His book History of photography in 10 images, published in the 1980s, discussed photographs not just in terms of technique or aesthetics but also in terms of what the images say or represent.
From 1985 he has headed the Film Workshop of the Universidad Nacional del Litoral in Santa Fe.
His book "Fotogramas Santafesinos. Instituto de Cinematografía de la UNL, 1956–1976" is a retrospective of this institution dedicated to the lost students.

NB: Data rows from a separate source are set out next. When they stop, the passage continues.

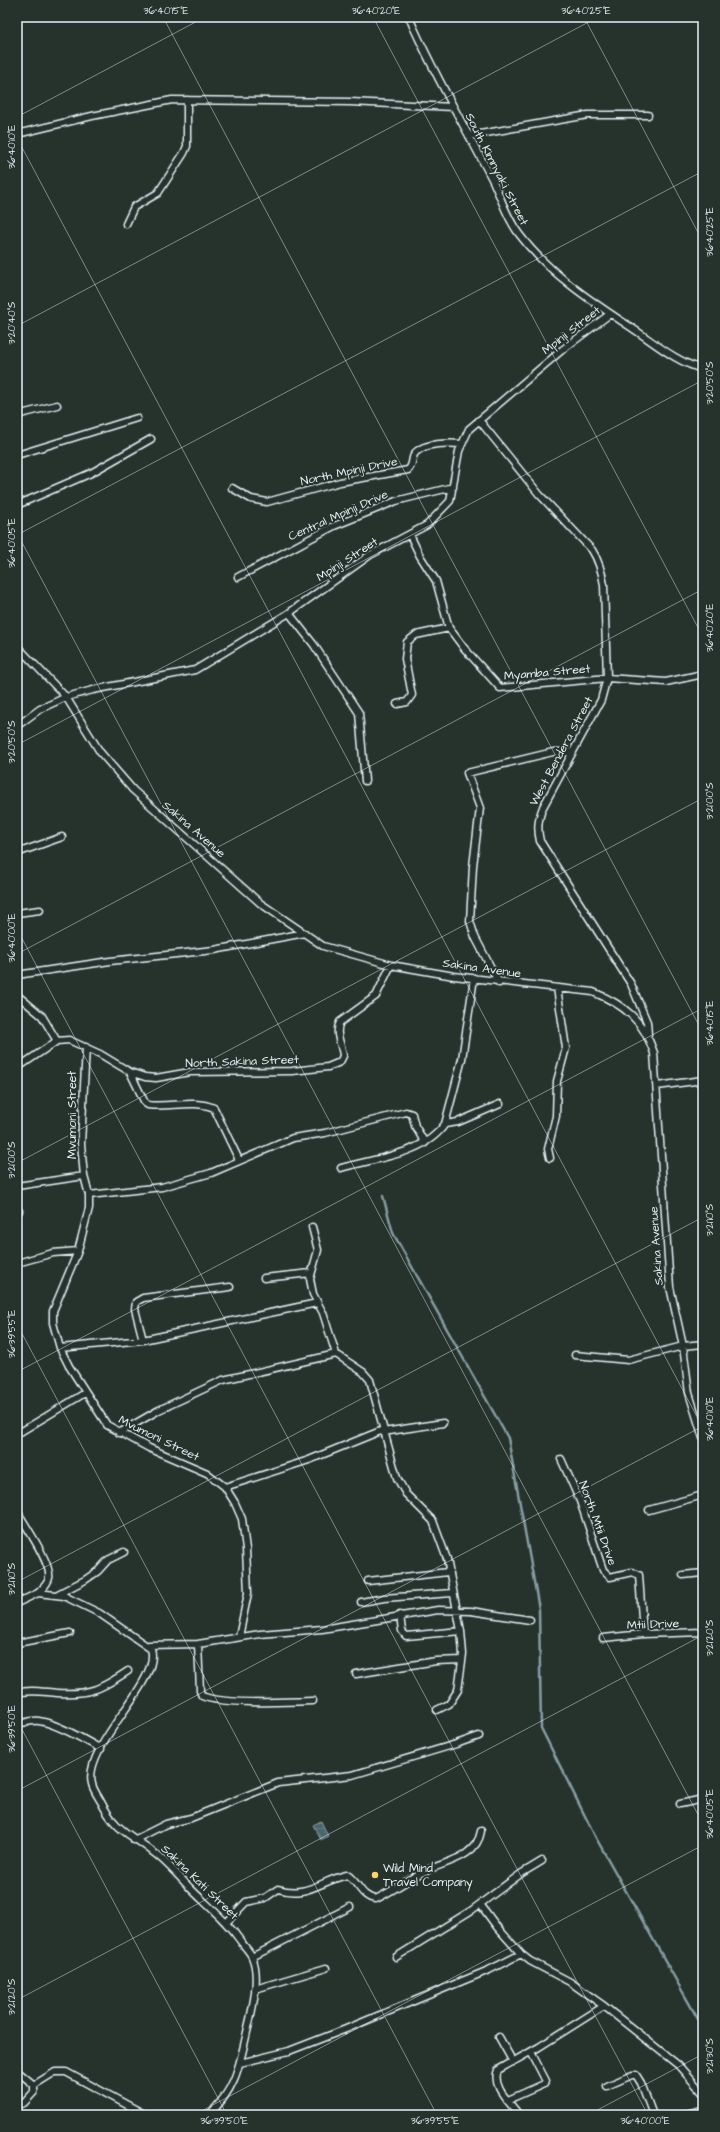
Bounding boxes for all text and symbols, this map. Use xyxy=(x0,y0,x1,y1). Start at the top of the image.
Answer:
text: 36°40'15"E xyxy=(144,4,189,18)
text: 36°40'20"E xyxy=(352,4,400,18)
text: 36°40'25"E xyxy=(561,4,611,18)
street label: South Kimnyaki Street xyxy=(460,110,532,229)
text: 36°40'10"E xyxy=(5,125,19,169)
text: 36°40'25"E xyxy=(703,207,717,257)
text: 3°20'40"S xyxy=(5,301,19,344)
street label: Mpinji Street xyxy=(538,302,604,359)
text: 3°20'50"S xyxy=(703,361,717,405)
street label: North Mpinji Drive xyxy=(299,453,400,490)
street label: Central Mpinji Drive xyxy=(286,486,391,545)
text: 36°40'05"E xyxy=(5,518,19,568)
street label: Mpinji Street xyxy=(313,533,381,586)
text: 36°40'20"E xyxy=(703,604,717,652)
street label: Myamba Street xyxy=(503,660,591,686)
street label: West Bendera Street xyxy=(525,693,598,809)
text: 3°20'50"S xyxy=(5,720,19,764)
text: 3°21'00"S xyxy=(703,782,717,820)
street label: Sakina Avenue xyxy=(158,797,229,862)
text: 36°40'00"E xyxy=(5,913,19,963)
street label: Sakina Avenue xyxy=(442,955,523,982)
text: 36°40'15"E xyxy=(703,1000,717,1045)
street label: North Sakina Street xyxy=(185,1051,299,1072)
street label: Mvumoni Street xyxy=(64,1071,81,1159)
text: 3°21'00"S xyxy=(5,1141,19,1179)
text: 3°21'10"S xyxy=(703,1203,717,1236)
street label: Sakina Avenue xyxy=(645,1206,668,1286)
text: 36°39'55"E xyxy=(5,1310,19,1358)
text: 36°40'10"E xyxy=(703,1397,717,1441)
street label: Mvumoni Street xyxy=(116,1412,202,1465)
street label: North Mtii Drive xyxy=(574,1479,621,1568)
text: 3°21'10"S xyxy=(5,1562,19,1595)
street label: Mtii Drive xyxy=(627,1615,680,1634)
text: 3°21'20"S xyxy=(703,1619,717,1656)
text: 36°39'50"E xyxy=(5,1705,19,1753)
text: 36°40'05"E xyxy=(703,1789,717,1839)
street label: Sakina Kati Street xyxy=(157,1841,242,1924)
place label: Wild Mind Travel Company xyxy=(383,1860,473,1892)
marker: Wild Mind Travel Company xyxy=(370,1870,380,1880)
text: 3°21'20"S xyxy=(5,1978,19,2015)
text: 3°21'30"S xyxy=(703,2037,717,2074)
text: 36°39'50"E xyxy=(200,2114,248,2128)
text: 36°39'55"E xyxy=(411,2114,459,2128)
text: 36°40'00"E xyxy=(620,2114,670,2128)

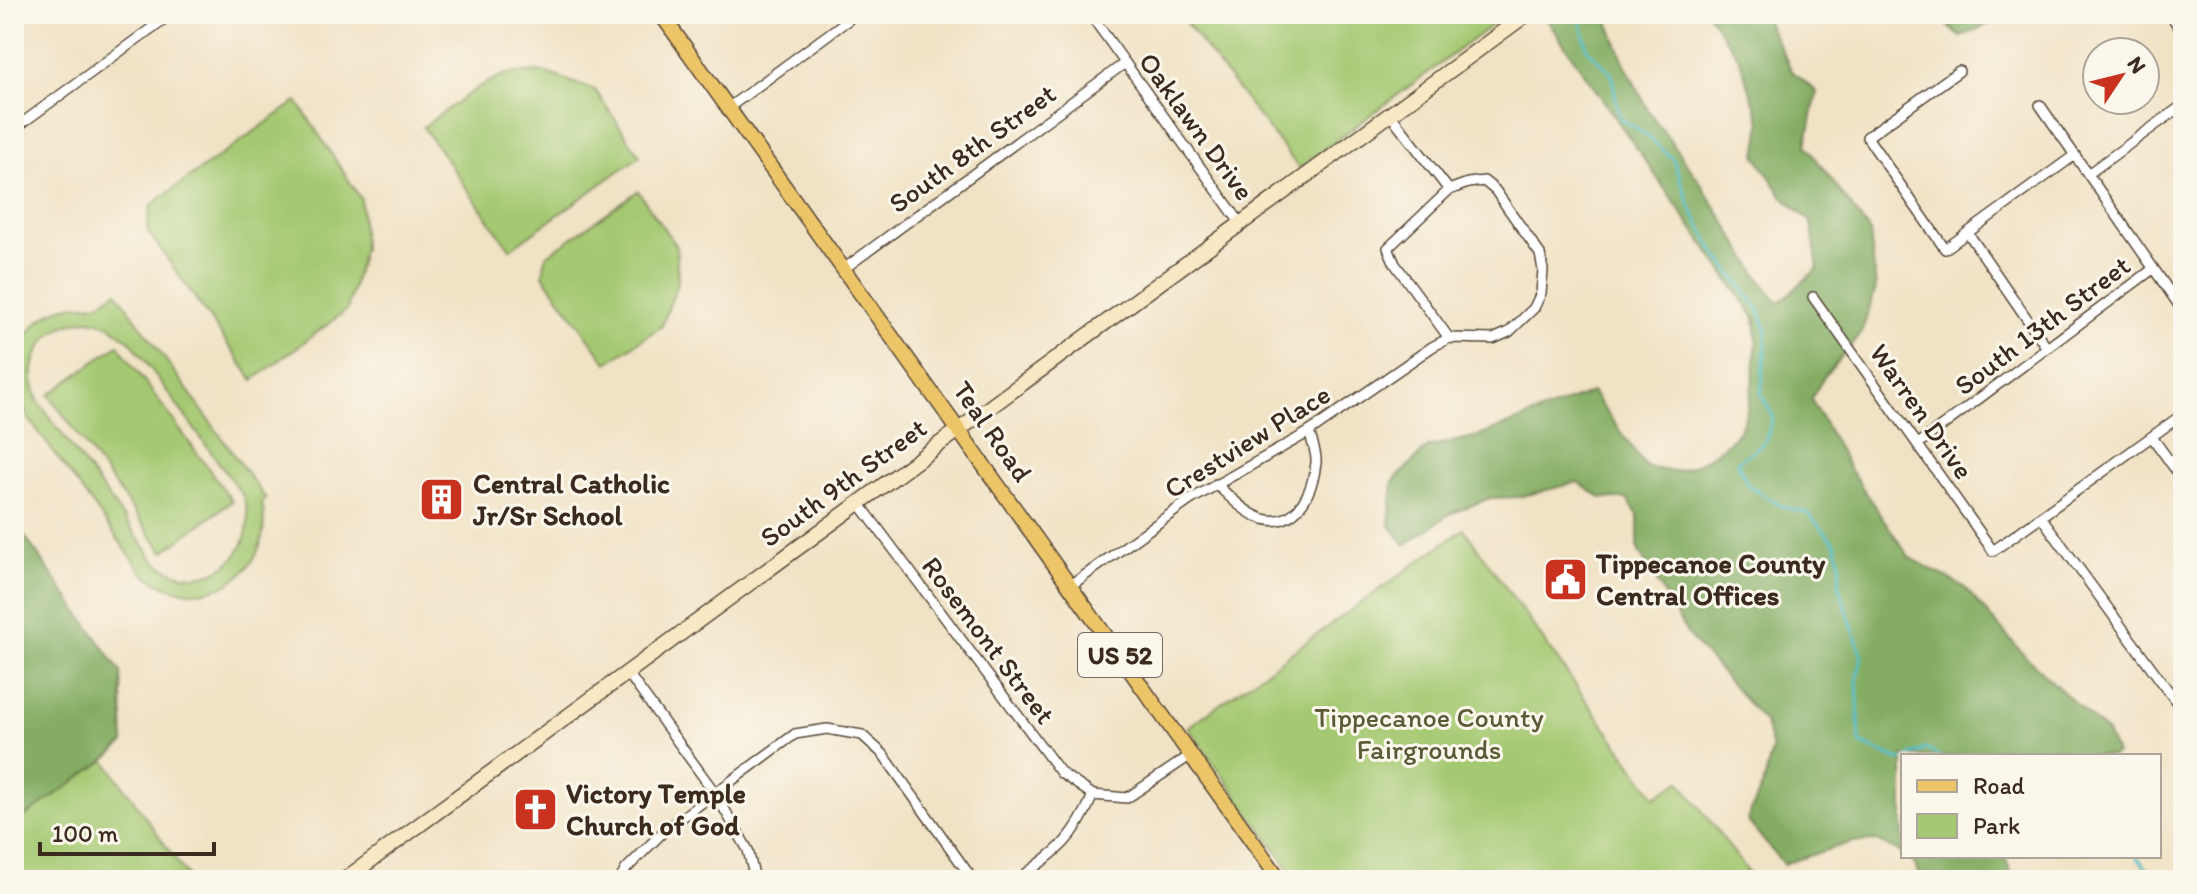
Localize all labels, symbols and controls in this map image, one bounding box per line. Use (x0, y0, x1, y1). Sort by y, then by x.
north arrow (2081, 36, 2161, 116)
street label: Oaklawn Drive (1132, 45, 1262, 207)
text: N (2122, 51, 2152, 79)
street label: South 8th Street (882, 76, 1062, 220)
street label: South 13th Street (1947, 248, 2137, 402)
street label: Warren Drive (1863, 337, 1981, 485)
street label: Teal Road (946, 374, 1040, 488)
street label: Crestview Place (1158, 376, 1336, 506)
street label: South 9th Street (753, 410, 933, 554)
place label: Central Catholic Jr/Sr School (472, 466, 670, 532)
building icon: Central Catholic Jr/Sr School (418, 475, 466, 523)
place label: Tippecanoe County Central Offices (1595, 546, 1826, 612)
street label: Rosemont Street (915, 550, 1063, 730)
public building icon: Tippecanoe County Central Offices (1541, 555, 1589, 603)
road number: US 52 (1078, 633, 1162, 677)
park label: Tippecanoe County Fairgrounds (1314, 700, 1544, 766)
legend (1901, 754, 2161, 858)
text: Road (1973, 771, 2025, 800)
place label: Victory Temple Church of God (566, 776, 746, 842)
church icon: Victory Temple Church of God (511, 785, 559, 833)
scale bar (40, 806, 214, 856)
text: Park (1973, 811, 2020, 840)
text: 100 m (52, 819, 118, 848)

He has made several documentary movies about different aspects of Santa Fe, where he lives, including one on the constitutional convention held in the town, and one on the 2007 elections.

Films

Beceyro worked in various roles in the Argentinian movie industry:
 Writer and assistant director of Palo y hueso (1968), directed by Nicolás Sarquís, based on a short story by Juan Jose Saer
 Writer, producer and director of Nadie Nada Nunca (1998), also based on a  story by Juan Jose Saer
 Sound for Nadar contra la corriente (2002) and Bienal (2004)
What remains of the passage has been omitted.